Let's start by generating some toy data using scikit-learn
's make_blobs
function. Let's make it a two-dimensional data set, in order to allow easy visualization. There will be, say, 300 observations evenly split between three classes ("Yellow", "Blue", and "Red").
In [1]:
%matplotlib inline
import matplotlib.pyplot as plt
# Generate data
from sklearn.datasets import make_blobs
X, y = make_blobs(n_samples=300, n_features=2, centers=3,
cluster_std=4, random_state=42)
# Plot data
plt.plot(X[:, 0][y==0], X[:, 1][y==0], "yo", marker='.')
plt.plot(X[:, 0][y==1], X[:, 1][y==1], "bs", marker='.')
plt.plot(X[:, 0][y==2], X[:, 1][y==2], "rd", marker='.')
plt.xlabel(r"$x_1$", fontsize=20)
plt.ylabel(r"$x_2$", fontsize=20, rotation=0)
plt.title("Toy data set\n", fontsize=16)
#plt.savefig('toy_data.png', dpi=300, bbox_inches='tight')

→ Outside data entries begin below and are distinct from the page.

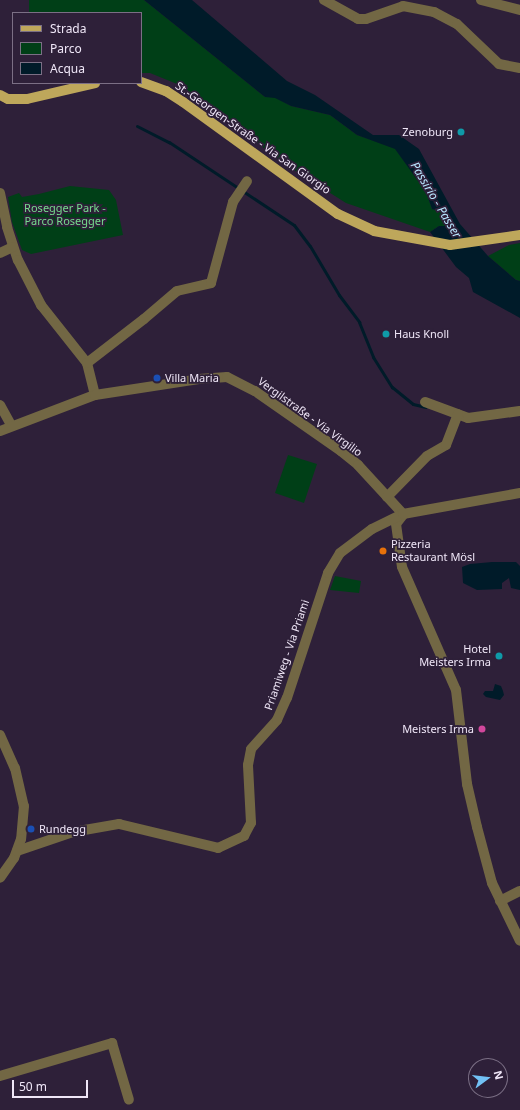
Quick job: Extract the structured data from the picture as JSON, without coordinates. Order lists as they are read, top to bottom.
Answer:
{
  "streets": {
    "main road": ["St.-Georgen-Straße - Via San Giorgio"],
    "street": ["Vergilstraße - Via Virgilio", "Priamiweg - Via Priami"]
  },
  "crossings": [
    ["Vergilstraße - Via Virgilio", "Priamiweg - Via Priami"]
  ],
  "water": ["Passirio - Passer"],
  "parks": ["Rosegger Park - Parco Rosegger"],
  "places": [
    "Zenoburg",
    "Haus Knoll",
    "Villa Maria",
    "Pizzeria Restaurant Mösl",
    "Hotel Meisters Irma",
    "Meisters Irma",
    "Rundegg"
  ],
  "legend": ["Strada", "Parco", "Acqua"],
  "scale_bar": "50 m",
  "north": "right"
}
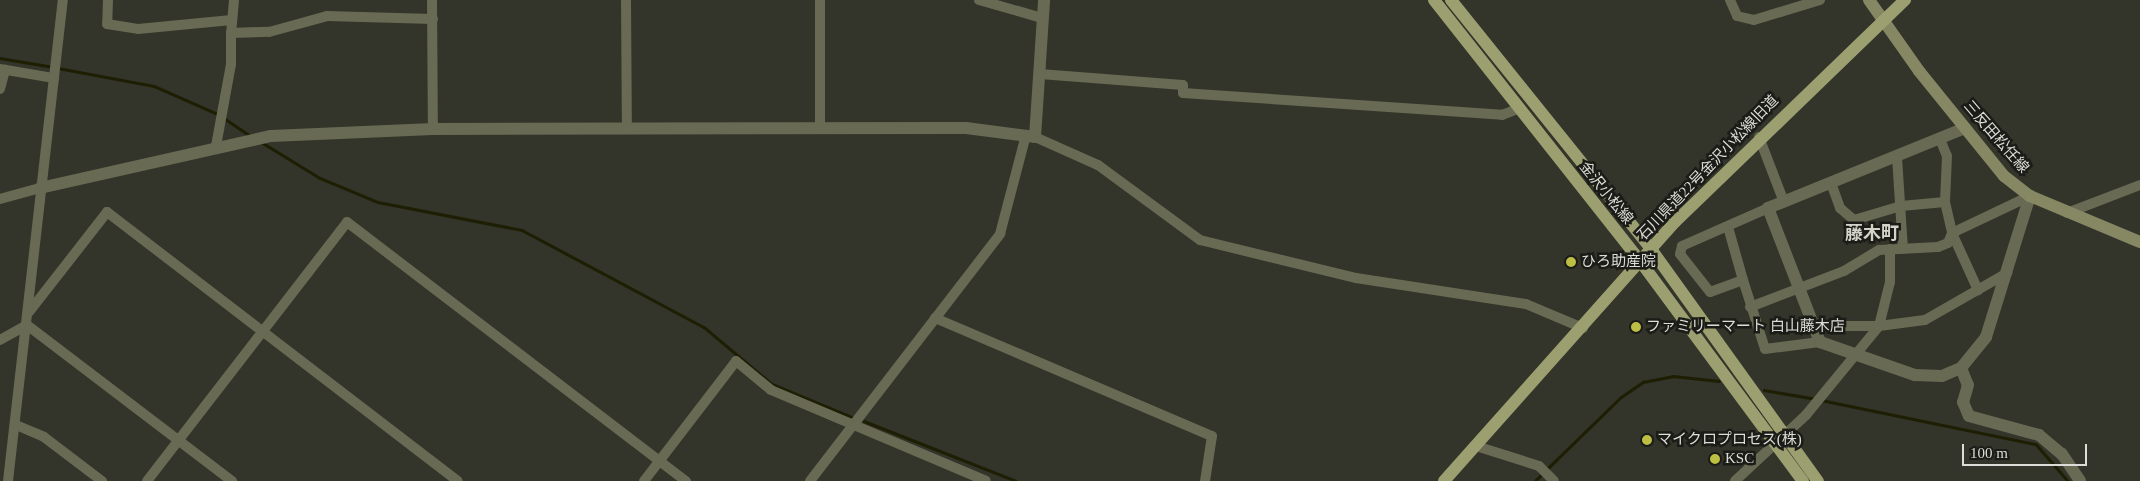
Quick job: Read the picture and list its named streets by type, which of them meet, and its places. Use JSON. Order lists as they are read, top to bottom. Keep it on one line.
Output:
{"streets":{"main road":["三反田松任線","石川県道22号金沢小松線旧道","金沢小松線"]},"crossings":[["三反田松任線","石川県道22号金沢小松線旧道"],["石川県道22号金沢小松線旧道","金沢小松線"]],"districts":["藤木町"],"places":["ひろ助産院","ファミリーマート 白山藤木店","マイクロプロセス(株)","KSC"],"scale_bar":"100 m"}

plt.figure(figsize=(4, 3))
Out[1]:
In [2]:
from sklearn.tree import DecisionTreeClassifier
# Instantiate the classifier class
tree_clf = DecisionTreeClassifier(max_depth=2, random_state=42)
# Grow a Decision Tree
tree_clf.fit(X, y)
Out[2]:
We have grown a tree on our 2-D data set. Classifying new examples is simple:
In [3]:
import numpy as np
def predict_class(data_point, classes=['Yellow', 'Blue', 'Red']):
# Convert to appropriate numpy array
data_point = np.array(data_point).reshape(1, -1)
# Classify
result = tree_clf.predict(data_point)
# Print output
print('Predicted class for point {}: {}'.format(data_point,
classes[np.asscalar(result)]))
predict_class([-5, 10])
predict_class([10, 5])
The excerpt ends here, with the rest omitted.